(Michael Arrington, TechCrunch) “I met with Pinger founders Greg Woock and Joe Sipher last week to see a demo of their new mobile product launching later this year.This is a serious company with a dead simple, viral product in the mobile voice messaging space. Pinger, which was called Project Edgar at the time, raised $3 million from Kleiner Perkins in November 2005, and Kleiner partner Randy Komisar joined the board of directors…”
Techcrunch » Blog Archive » Trying Out Pinger
August 20, 2006 at 4:48 pm
Have you tried out Rocketalk?
It is at http://rocketalk.com. I use it on my Symbian Series 60 phone and my friend uses it on a Windows Mobile phone. We send Rocketalk messages to each other
across operators – instead of SMS messages that take so much time to type
on that little keypad.
Rocketalk lets me voice message from my phone to her phone.
Very similar to what SMS or MMS might do except these guys
seem to have actually met the promise of MMS.
All this with addition of text and pictures and videos. I can always
leave a voice message for any phone number or any email address
as well. They also allow me to publish to my personal web page – sort
of a easy going blog that allows text, pictures, videos to be publised
to my blog straight from my mobile phone
December 21, 2006 at 6:13 pm
Do you know the companies PINGER and SNAPVINE?

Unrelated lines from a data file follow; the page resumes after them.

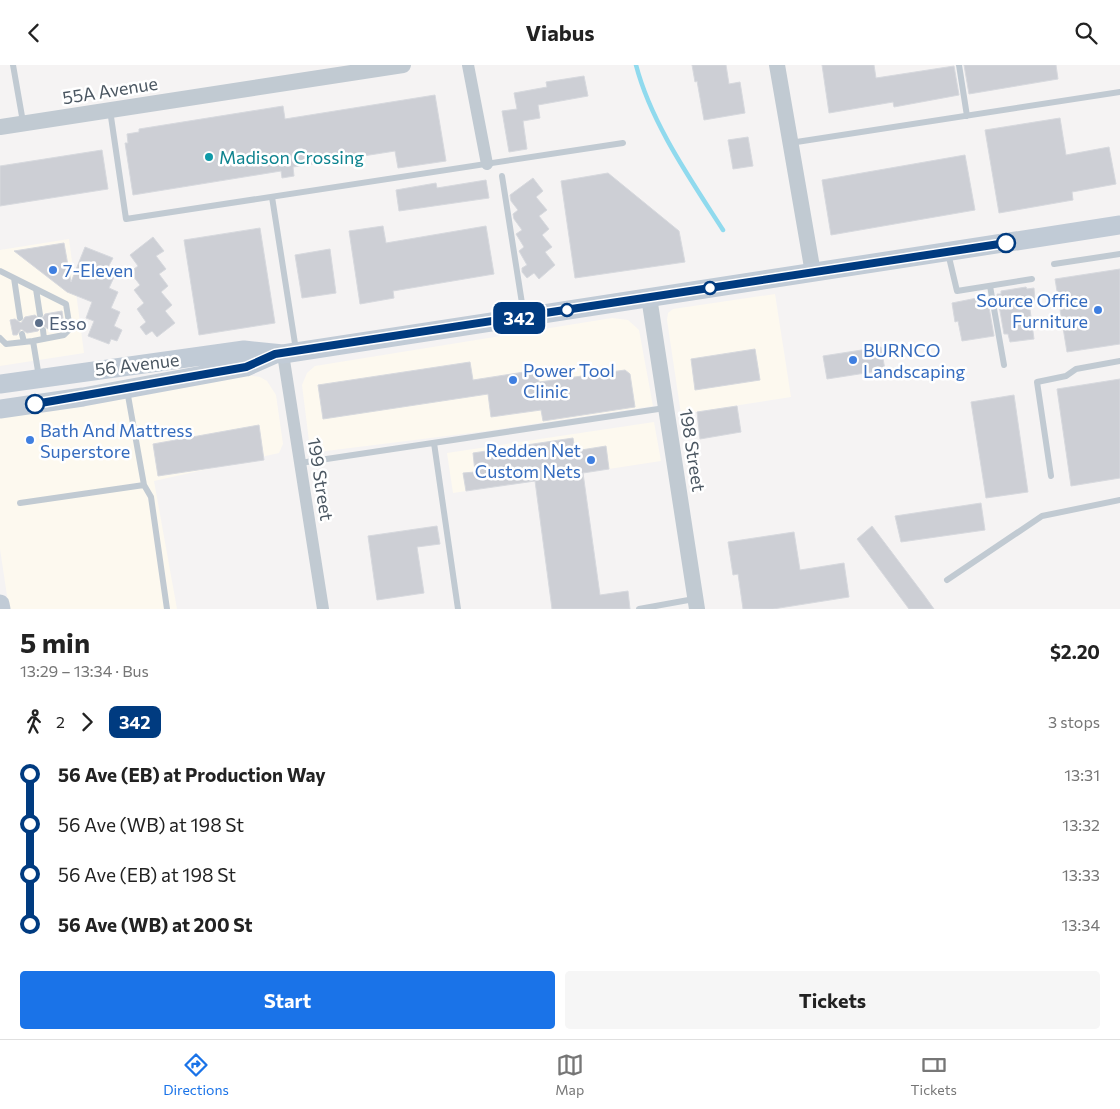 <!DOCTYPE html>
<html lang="en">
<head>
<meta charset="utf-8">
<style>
  :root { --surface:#fff; --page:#f6f6f6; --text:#222; --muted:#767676; --line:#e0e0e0; --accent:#1a73e8 }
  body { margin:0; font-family:Commissioner,sans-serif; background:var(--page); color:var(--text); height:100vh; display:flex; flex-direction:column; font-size:19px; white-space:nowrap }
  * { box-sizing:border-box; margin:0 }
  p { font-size:16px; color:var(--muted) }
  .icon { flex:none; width:28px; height:28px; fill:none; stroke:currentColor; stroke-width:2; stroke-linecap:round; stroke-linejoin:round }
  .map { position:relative; height:544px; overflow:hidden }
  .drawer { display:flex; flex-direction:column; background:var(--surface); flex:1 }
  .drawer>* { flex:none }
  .badge { padding:0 10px; border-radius:8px; font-size:18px; line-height:32px }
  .map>.badge { position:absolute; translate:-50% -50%; box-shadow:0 0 0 2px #fff }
  .legs { display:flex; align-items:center; gap:8px; height:55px; padding:0 20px; font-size:16px }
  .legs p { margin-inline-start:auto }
  .summary { display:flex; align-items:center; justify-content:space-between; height:85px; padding:0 20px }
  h1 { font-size:28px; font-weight:700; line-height:38px }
  .cta { display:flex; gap:10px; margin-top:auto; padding:10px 20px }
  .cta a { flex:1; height:58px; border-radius:5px; background:var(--accent); color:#fff; font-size:20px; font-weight:700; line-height:58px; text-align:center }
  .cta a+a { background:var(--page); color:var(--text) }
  ul { padding:0 20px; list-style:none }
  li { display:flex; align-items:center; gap:18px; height:50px; font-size:19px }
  li i { display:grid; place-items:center; width:8px; height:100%; margin:0 6px; background:currentColor }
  li i::after { content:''; width:12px; height:12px; margin:-6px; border:4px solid; border-radius:50%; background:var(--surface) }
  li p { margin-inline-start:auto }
  li:first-child i { background:linear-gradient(#0000 50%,currentColor 0) }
  li:last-child i { background:linear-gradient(currentColor 50%,#0000 0) }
  header { display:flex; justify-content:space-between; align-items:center; height:65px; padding:0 20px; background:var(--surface); font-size:22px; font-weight:700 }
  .tab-bar { display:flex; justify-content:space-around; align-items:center; height:70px; border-top:1px solid var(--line); background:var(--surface); font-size:14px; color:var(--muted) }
  .tab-bar a { display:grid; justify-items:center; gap:2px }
  .tab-bar .current { color:var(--accent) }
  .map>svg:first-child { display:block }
  .commercial { fill:#fdf9ef }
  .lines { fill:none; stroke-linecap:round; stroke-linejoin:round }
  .stream { stroke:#90daee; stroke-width:4.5 }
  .building { fill:#cdcfd5; stroke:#d7d9de }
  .service { stroke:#c1cad2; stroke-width:6 }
  .minor { stroke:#c1cad2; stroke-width:12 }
  .tertiary { stroke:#c1cad2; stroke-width:16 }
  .secondary { stroke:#c1cbd6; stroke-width:19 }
  .line-1-casing { stroke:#fff; stroke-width:11 }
  .line-1 { stroke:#003b80; stroke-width:8 }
  .culture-dot { fill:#0f9aa8; stroke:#fff; stroke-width:2 }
  .stop-1-dot { fill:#fff; stroke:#003b80; stroke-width:2.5 }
  .shop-dot { fill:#3f7fe0; stroke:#fff; stroke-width:2 }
  .service-dot { fill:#5c6f8a; stroke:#fff; stroke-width:2 }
  .labels { text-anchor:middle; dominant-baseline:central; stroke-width:5; stroke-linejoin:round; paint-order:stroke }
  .street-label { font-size:18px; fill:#4a5661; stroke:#fff }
  .culture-label { font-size:18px; fill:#0d838f; stroke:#fff; text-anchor:start }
  .shop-label { font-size:18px; fill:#366cbe; stroke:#fff; text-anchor:start }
  .service-label { font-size:18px; fill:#4e5e75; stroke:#fff; text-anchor:start }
</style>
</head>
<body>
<header><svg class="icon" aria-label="back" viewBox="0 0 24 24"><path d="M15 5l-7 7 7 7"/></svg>Viabus<svg class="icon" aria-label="search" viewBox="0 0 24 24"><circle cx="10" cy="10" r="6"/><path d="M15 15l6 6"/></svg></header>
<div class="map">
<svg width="1120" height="544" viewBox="0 0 1120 544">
  <rect width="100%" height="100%" fill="#f5f3f3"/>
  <path class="commercial" d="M69 174 84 288 0 301V185Z
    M775 229 791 332 681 349 667 255 668 248 673 244Z
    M612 253 628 255 639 265 653 341 487 366 318 387 309 376 302 320 307 308 315 301Z
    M247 310 260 312 267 316 276 330 283 379 279 388 154 416 177 544H9L0 484V353Z
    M654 357 661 396 453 428 447 388Z"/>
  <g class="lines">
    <path class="stream" d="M636 0C651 58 691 115 723 165"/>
  </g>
  <path class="building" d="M692 0H726L729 19 740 17 745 48 704 55 697 16 695 17Z
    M822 0H874L876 13 954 1 959 30 894 42 893 37 829 48Z
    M964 0H1056L1058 14 969 29Z
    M584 11 588 31 538 40 540 53 523 56 527 84 509 87 502 46 517 44 514 28 547 22 546 17Z
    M435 30 446 96 398 103 395 86 293 102 294 111 282 113 281 106 133 130 125 78H128L127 69 139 67V64L283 41 285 54Z
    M1060 53 1066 90 1109 82 1116 119 1072 127 1073 135 999 148 985 65Z
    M748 72 753 101 733 104 728 75Z
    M102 85 108 124 0 141V101Z
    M965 90 975 145 831 170 822 115Z
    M608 108 679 166 685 197 575 213 561 116Z
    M533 113 543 126 536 132 547 145 539 151 549 164 542 170 552 182 545 187 555 200 539 214 534 208 527 213 522 207V203L527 200 519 186 524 182 516 169 522 165 514 154 513 149 518 145 511 136 510 130Z
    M486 115 489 133 399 146 396 125 436 118 437 123Z
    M383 161 386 178 486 161 494 209 393 226 394 233 360 239 349 166Z
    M260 163 275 258 199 270 184 175Z
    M153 172 164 186 156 191 166 204 159 209 168 221 161 227 172 240 165 246 175 258 157 272 152 266 146 270 140 262 146 257 137 244 144 238 134 225 140 220 130 207 138 201 130 190Z
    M64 178 71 217 85 182 113 193 106 206 115 210 109 223 118 227 111 243 120 247 114 261 122 265 117 276 111 274 109 279 88 271 94 256 86 253 92 237 67 227 14 186Z
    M330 184 336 228 302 233 295 190Z
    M1120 204V279L1067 287 1055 214Z
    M1026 222 1027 224 1034 223 1035 236 1029 237 1034 274 1010 277 1008 269H1004L997 229H1001V226Z
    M987 231 994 271 962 276 958 256 955 257 952 238Z
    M62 246 64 261 48 264 42 260 38 266 27 268 21 264 17 270H13L10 255 15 254 21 258 25 252 35 250 41 255 45 249Z
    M881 282 885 305 827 314 823 291Z
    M755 284 760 315 695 325 691 294Z
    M470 297 473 315 537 305 539 317 625 305 630 309 635 342 543 356 541 345 491 352 488 329 323 354 318 320Z
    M1120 314V413L1071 421 1057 324Z
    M1014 330 1028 427 986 433 971 337Z
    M737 341 741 367 700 374 697 347Z
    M259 360 264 395 158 411 153 379Z
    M573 373 575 386 606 381 609 404 583 408 600 530 628 526 630 544H552L535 416 466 426 463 408 475 407 473 388Z
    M981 438 985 465 901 477 895 451Z
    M437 461 440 479 417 482 424 528 377 535 368 471Z
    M872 461 924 530 934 544H909L857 474Z
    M794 467 800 505 844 498 849 532 773 544H743L738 509 733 510 728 477Z"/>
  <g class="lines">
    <path class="service" d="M13 0 23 57
      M959 0 967 51
      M110 45 126 154 623 78
      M790 78 1120 27
      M502 111 524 251
      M272 132 296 285
      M948 188 957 226 1032 214
      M1054 199 1120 189
      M0 206 66 239 70 264 64 270 33 276
      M14 213 20 253
      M990 221 1004 300
      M36 224 40 250
      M43 265 44 274
      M22 269 24 277
      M0 273 6 279 33 276 39 312
      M127 325 144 420 151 432 167 544
      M434 378 458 544
      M300 398 665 343
      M1051 411 1037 317 1066 311 1076 304 1120 296
      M20 438 144 420
      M947 515 1042 451 1120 435
      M639 544 694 534"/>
    <path class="minor" d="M468 0 487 99
      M283 289 323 544"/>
    <path class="tertiary" d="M777 0 813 208
      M0 62 403 0
      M649 232 697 544"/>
    <path class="secondary" d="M0 319 244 285 283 289 1120 160
      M0 344 83 332 246 302 275 289
      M0 539 1 544"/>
  </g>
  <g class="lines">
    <g class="line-1-casing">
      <path id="line-1" d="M35 339 246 302 275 289 1006 178"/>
    </g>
    <use href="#line-1" class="line-1"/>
  </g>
  <circle class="culture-dot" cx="209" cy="92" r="5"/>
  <g class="stop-1-dot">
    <circle cx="1006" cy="178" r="9"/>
    <circle cx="710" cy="223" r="6"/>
    <circle cx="567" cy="245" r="6"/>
    <circle cx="35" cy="339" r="9"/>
  </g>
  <g class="shop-dot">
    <circle cx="53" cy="205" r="5"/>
    <circle cx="1098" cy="245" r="5"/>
    <circle cx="853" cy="295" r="5"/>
    <circle cx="513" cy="315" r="5"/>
    <circle cx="30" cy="375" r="5"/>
    <circle cx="591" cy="395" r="5"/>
  </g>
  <circle class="service-dot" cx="39" cy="258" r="5"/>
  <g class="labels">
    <g class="street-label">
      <text transform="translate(110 25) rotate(-9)">55A Avenue</text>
      <text transform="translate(137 299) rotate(-7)">56 Avenue</text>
      <text transform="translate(693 385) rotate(81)">198 Street</text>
      <text transform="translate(321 414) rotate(81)">199 Street</text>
    </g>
    <g class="culture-label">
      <text x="219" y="92">Madison Crossing</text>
    </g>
    <g class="shop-label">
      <text x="63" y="205">7-Eleven</text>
      <text x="1088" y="235" text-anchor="end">Source Office<tspan x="1088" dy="21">Furniture</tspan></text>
      <text x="863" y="285">BURNCO<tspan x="863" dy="21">Landscaping</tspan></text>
      <text x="523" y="305">Power Tool<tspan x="523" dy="21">Clinic</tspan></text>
      <text x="40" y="365">Bath And Mattress<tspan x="40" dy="21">Superstore</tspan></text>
      <text x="581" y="385" text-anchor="end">Redden Net<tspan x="581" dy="21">Custom Nets</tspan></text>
    </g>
    <g class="service-label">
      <text x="49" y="258">Esso</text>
    </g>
  </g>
</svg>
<b class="badge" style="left:519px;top:253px;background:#003b80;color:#fff">342</b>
</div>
<section class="drawer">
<div class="summary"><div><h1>5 min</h1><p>13:29 – 13:34 · Bus</p></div><b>$2.20</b></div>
<div class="legs"><svg class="icon" aria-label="walk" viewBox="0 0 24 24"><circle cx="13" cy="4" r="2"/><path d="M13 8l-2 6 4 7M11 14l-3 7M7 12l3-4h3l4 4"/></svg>2<svg class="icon" aria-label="forward" viewBox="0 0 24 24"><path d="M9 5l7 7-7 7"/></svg><b class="badge" style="background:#003b80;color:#fff">342</b><p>3 stops</p></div>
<ul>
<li><i style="color:#003b80"></i><b>56 Ave (EB) at Production Way</b><p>13:31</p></li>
<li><i style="color:#003b80"></i><span>56 Ave (WB) at 198 St</span><p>13:32</p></li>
<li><i style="color:#003b80"></i><span>56 Ave (EB) at 198 St</span><p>13:33</p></li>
<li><i style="color:#003b80"></i><b>56 Ave (WB) at 200 St</b><p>13:34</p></li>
</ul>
<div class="cta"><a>Start</a><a>Tickets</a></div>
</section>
<nav class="tab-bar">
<a class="current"><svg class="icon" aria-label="directions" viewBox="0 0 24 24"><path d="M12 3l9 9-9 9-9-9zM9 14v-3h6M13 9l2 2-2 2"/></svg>Directions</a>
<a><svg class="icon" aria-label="map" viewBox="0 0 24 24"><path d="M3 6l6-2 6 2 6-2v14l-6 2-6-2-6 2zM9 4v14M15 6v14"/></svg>Map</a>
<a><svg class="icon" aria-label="tickets" viewBox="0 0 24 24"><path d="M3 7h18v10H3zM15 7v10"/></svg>Tickets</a>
</nav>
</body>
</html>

Pinger and Snapvine are highly INSECURE!!!!
What this means: I can break into your Pinger and Snapvine phone accounts. I can listen to your messages. I can send out messages as you.
How do I do this? Easy. I mask / spoof CALLER ID / ANI. Anyone can do this, amateur hacks, etc.
Well, there are others, but suffice to say that these companies are doing new things with social networking sites and phones that help to connect people.
The problem is that these companies have a scalability problem based on inbound calling.
You see, if you have hundreds of thousands or millions of users, you can’t give everyone a unique dial in phone number.
SECURITY PROBLEM
What these companies have done is based user identification on Caller ID / ANI – meaning that you call their service, and their systems recognize your phone via Caller ID.
The problem is that Caller ID is highly insecure and can be faked.
The problem that these “dial in” companies are trying to solve is one of scalability. They simply cannot have enough dial in numbers for each user.
Therefore, they have architected a way to recognize each caller by Caller ID and to base the entire user authentication system on this insecure method.
This can easily be hacked.
SOLUTION
The solution is funny – both Pinger and SnapVine make you enter in a PIN CODE when you dial in without validating your phone.
After you validate your phone, you no longer need to enter the PIN CODE.
So in effect, when you validate your phone, you make your account INSECURE.
What Pinger and SnapVine need to do is always require the PIN CODE.